Within the entries below, the lines from the one with "function stroke(path, color, width, dash)" through the one with "M440,162L443,184L386,192L383,169Z" are to be set down exactly, both ends kept.

(Collected data entries)
******
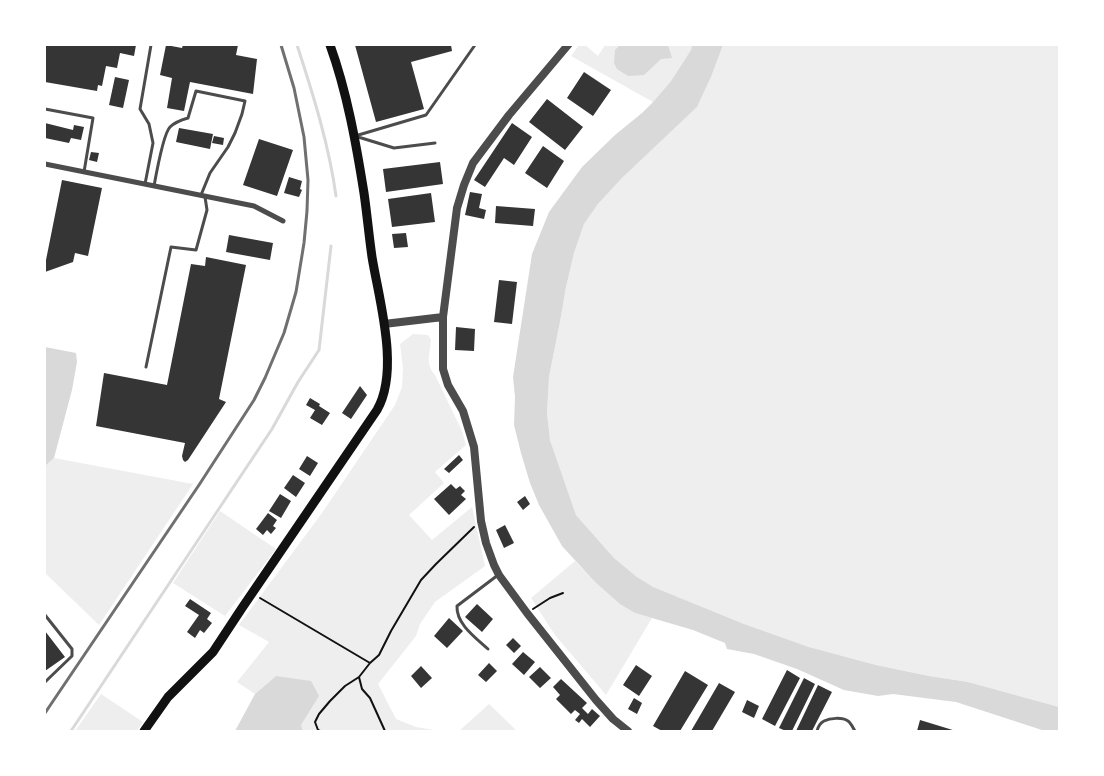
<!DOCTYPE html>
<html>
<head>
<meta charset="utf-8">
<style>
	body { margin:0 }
	#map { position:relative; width:1104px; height:776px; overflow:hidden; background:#fff; font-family:"Exo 2",sans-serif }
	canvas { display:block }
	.frame { position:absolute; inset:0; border:46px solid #fff; pointer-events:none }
</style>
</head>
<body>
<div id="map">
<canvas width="1104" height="776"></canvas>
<div class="frame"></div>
</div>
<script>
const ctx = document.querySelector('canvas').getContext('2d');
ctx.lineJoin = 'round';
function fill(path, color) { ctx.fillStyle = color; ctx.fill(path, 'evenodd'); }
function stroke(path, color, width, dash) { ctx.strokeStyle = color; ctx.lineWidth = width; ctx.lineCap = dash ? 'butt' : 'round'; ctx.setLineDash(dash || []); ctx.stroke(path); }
const green = new Path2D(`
	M579,45H585L598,56L605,45H692L691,50L671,81L653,102L571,56Z
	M723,45H1059V707L968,682L929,676L876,665L809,647L744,624L652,587L637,577L614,558L576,515L550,440L547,413L549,377L560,322L566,287L574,253L584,224L598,204L622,178L697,107L711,77Z
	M413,334L428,335L431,340C430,354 425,364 435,375L462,431L466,445L435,472L444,483L409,515L432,540L472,507L485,566L435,602L420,624L416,636L378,684L396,719L416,727L440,731H303L301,725L318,696L276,676L255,694L237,682L269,642L239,625L322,513L395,405L402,387L403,368L400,344Z
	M54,458L193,484L99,625L45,573V466Z
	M220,511L276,549L225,616L173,583Z
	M575,561L594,581L635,613L652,618L606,695L555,635L531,598Z
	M101,694L143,722L137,731H75Z
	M489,704L517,731H459Z`);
const water = new Path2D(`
	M620,45H668L672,58L661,59L644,75L628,76L617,69L614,63L615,50Z
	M692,45H723L711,77L697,107L622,178L598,204L584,224L574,253L566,287L560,322L549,377L547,413L550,440L576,515L614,558L637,577L653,587L744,624L809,647L876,665L929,676L968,682L1059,707V731H1045L956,702L893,694L878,696L844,690L797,669L754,654L727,649L725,643L693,630L635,613L620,604L594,581L562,546L539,505L530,483L521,453L514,425L515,397L513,377L532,254L549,212L582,167L615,135L642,113L653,102L671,81L691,50Z
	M45,347L76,353L77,362L72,390L54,458L45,466Z
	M276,676L311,681L319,696L301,725L303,731H235L255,694Z`);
const stream = new Path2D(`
	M297,45C313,94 329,145 336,196
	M71,731L272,429L298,382L319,350L331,246`);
const building = new Path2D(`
	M45,45H136L134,56L120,53L117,68L106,66L102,86L98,85L97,91L45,82Z
	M166,45L182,48L183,45H238L236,55L257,59L253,94L190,82L184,111L167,108L172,78L160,75Z
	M355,45H451L452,51L411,62L424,109L376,122Z
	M584,72L611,90L593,116L567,98Z
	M115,77L129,80L123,108L109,105Z
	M547,99L583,127L565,150L529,122Z
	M45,123L73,130L74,125L84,127L81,140L71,138L69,143L45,138Z
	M512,123L532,137L514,165L504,158L485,187L474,180Z
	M179,128L213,134L210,149L176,142Z
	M214,136L224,138L223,145L212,143Z
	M259,139L293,150L277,196L243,185Z
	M543,146L564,161L547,188L525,173Z
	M91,152L99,153L97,162L89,160Z
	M440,162L443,184L386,192L383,169Z
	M289,177L302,181L300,189L302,190L299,197L284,193Z
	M62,180L102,188L88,256L75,253L73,262L45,272V265Z
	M470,192L482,194L479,208L486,210L484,219L465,215Z
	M431,193L435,222L392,227L388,199Z
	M496,206L535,209L533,226L495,223Z
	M406,233L408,247L394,248L392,234Z
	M229,235L273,243L270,260L226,252Z
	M206,257L246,265L219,399L226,402L188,460L185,462L183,460L182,456L185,443L96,426L104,373L167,385L191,264L205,266Z
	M499,280L517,282L512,324L494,322Z
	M456,327L475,329L474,351L455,350Z
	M360,386L367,395L351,419L342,413Z
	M310,398L320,404L319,406L330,413L322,425L310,418L315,410L306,405Z
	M459,455L463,460L449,473L444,469Z
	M307,456L318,463L310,476L299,469Z
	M293,475L305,483L296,497L284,488Z
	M451,484L456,489L460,486L465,491L461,495L466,499L449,515L434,499Z
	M280,494L291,501L281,518L269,511Z
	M525,496L530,504L523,510L517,502Z
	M268,513L277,520L273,526L276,528L271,534L267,530L263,535L256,529Z
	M505,525L514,543L504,548L496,530Z
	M190,599L211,613L207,619L212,623L204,633L200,630L195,638L187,632L199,615L185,606Z
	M477,604L493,619L482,632L465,617Z
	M449,618L463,631L447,648L434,636Z
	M45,631L65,657L45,671Z
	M513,638L521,646L514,653L506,645Z
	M523,652L535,662L524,675L512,664Z
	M489,663L497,671L486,682L478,675Z
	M636,665L652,676L639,696L623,685Z
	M421,666L432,678L421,688L411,676Z
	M540,667L551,678L540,688L529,677Z
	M787,670L800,678L775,726L762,719Z
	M685,671L708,685L680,731H662L653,726Z
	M804,678L815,684L792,731H786L779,728Z
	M561,679L587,703L582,708L588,714L592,709L600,716L590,727L582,719L579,723L575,720L580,714L575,710L571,714L556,699L560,695L553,687Z
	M719,683L735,692L712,731H691Z
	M818,685L832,692L812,731H796Z
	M634,698L642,703L637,714L628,709Z
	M747,700L759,706L754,718L742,712Z
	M920,720L956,731H917Z`);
const path = new Path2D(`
	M260,598L370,663
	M533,609L550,598L563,593
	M359,677L362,689L370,698L385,731
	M320,731L318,730L315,722L319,714L330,701L345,686L359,677L370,663L379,655L391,631L421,580L436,564L474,527`);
const service = new Path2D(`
	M45,109L93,118L84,172
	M355,136L426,115L475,45
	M355,136L394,148L435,143
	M145,184L153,143L149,124L140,109L151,45
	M154,186C156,175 164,133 170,127C175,122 181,120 188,118L196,91L245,101L242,114L235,133L228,147L210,173L201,195
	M146,367L171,247L196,250L207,210L205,197
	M45,615L72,649V656L45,682
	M488,649C476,638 456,624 457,606L498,575
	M817,731C818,727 820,723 824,721C830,718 842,717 848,721C851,723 853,728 855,731`);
const minor = new Path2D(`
	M45,164L254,206L283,221`);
const tertiary = new Path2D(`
	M568,45L509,115L473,163L464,185L457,208L443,317V369L448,385L463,411L474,447L481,521L486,543L494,565L499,575L527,613L596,700L613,719L628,731
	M384,324L443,317`);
const secondary = new Path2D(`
	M144,731L168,697L213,652L242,608L377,410C400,370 379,300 372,257C369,236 367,214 364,193C356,143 347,92 330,45`);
const rail = new Path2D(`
	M45,713L199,485L254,400L265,378L284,333L296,292L304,243L307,211L308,180L304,137L294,88L281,45`);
fill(green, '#eee');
fill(water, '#d9d9d9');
stroke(stream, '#d9d9d9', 3);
fill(building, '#353535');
stroke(path, '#111', 2);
stroke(service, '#4c4c4c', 3);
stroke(minor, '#4c4c4c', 5);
stroke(tertiary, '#4c4c4c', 8);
stroke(secondary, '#111', 9);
stroke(rail, '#707070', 3);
</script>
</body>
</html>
******
● **Answer to the exercise**:
function stroke(path, color, width, dash) { ctx.strokeStyle = color; ctx.lineWidth = width; ctx.lineCap = dash ? 'butt' : 'round'; ctx.setLineDash(dash || []); ctx.stroke(path); }
const green = new Path2D(`
	M579,45H585L598,56L605,45H692L691,50L671,81L653,102L571,56Z
	M723,45H1059V707L968,682L929,676L876,665L809,647L744,624L652,587L637,577L614,558L576,515L550,440L547,413L549,377L560,322L566,287L574,253L584,224L598,204L622,178L697,107L711,77Z
	M413,334L428,335L431,340C430,354 425,364 435,375L462,431L466,445L435,472L444,483L409,515L432,540L472,507L485,566L435,602L420,624L416,636L378,684L396,719L416,727L440,731H303L301,725L318,696L276,676L255,694L237,682L269,642L239,625L322,513L395,405L402,387L403,368L400,344Z
	M54,458L193,484L99,625L45,573V466Z
	M220,511L276,549L225,616L173,583Z
	M575,561L594,581L635,613L652,618L606,695L555,635L531,598Z
	M101,694L143,722L137,731H75Z
	M489,704L517,731H459Z`);
const water = new Path2D(`
	M620,45H668L672,58L661,59L644,75L628,76L617,69L614,63L615,50Z
	M692,45H723L711,77L697,107L622,178L598,204L584,224L574,253L566,287L560,322L549,377L547,413L550,440L576,515L614,558L637,577L653,587L744,624L809,647L876,665L929,676L968,682L1059,707V731H1045L956,702L893,694L878,696L844,690L797,669L754,654L727,649L725,643L693,630L635,613L620,604L594,581L562,546L539,505L530,483L521,453L514,425L515,397L513,377L532,254L549,212L582,167L615,135L642,113L653,102L671,81L691,50Z
	M45,347L76,353L77,362L72,390L54,458L45,466Z
	M276,676L311,681L319,696L301,725L303,731H235L255,694Z`);
const stream = new Path2D(`
	M297,45C313,94 329,145 336,196
	M71,731L272,429L298,382L319,350L331,246`);
const building = new Path2D(`
	M45,45H136L134,56L120,53L117,68L106,66L102,86L98,85L97,91L45,82Z
	M166,45L182,48L183,45H238L236,55L257,59L253,94L190,82L184,111L167,108L172,78L160,75Z
	M355,45H451L452,51L411,62L424,109L376,122Z
	M584,72L611,90L593,116L567,98Z
	M115,77L129,80L123,108L109,105Z
	M547,99L583,127L565,150L529,122Z
	M45,123L73,130L74,125L84,127L81,140L71,138L69,143L45,138Z
	M512,123L532,137L514,165L504,158L485,187L474,180Z
	M179,128L213,134L210,149L176,142Z
	M214,136L224,138L223,145L212,143Z
	M259,139L293,150L277,196L243,185Z
	M543,146L564,161L547,188L525,173Z
	M91,152L99,153L97,162L89,160Z
	M440,162L443,184L386,192L383,169Z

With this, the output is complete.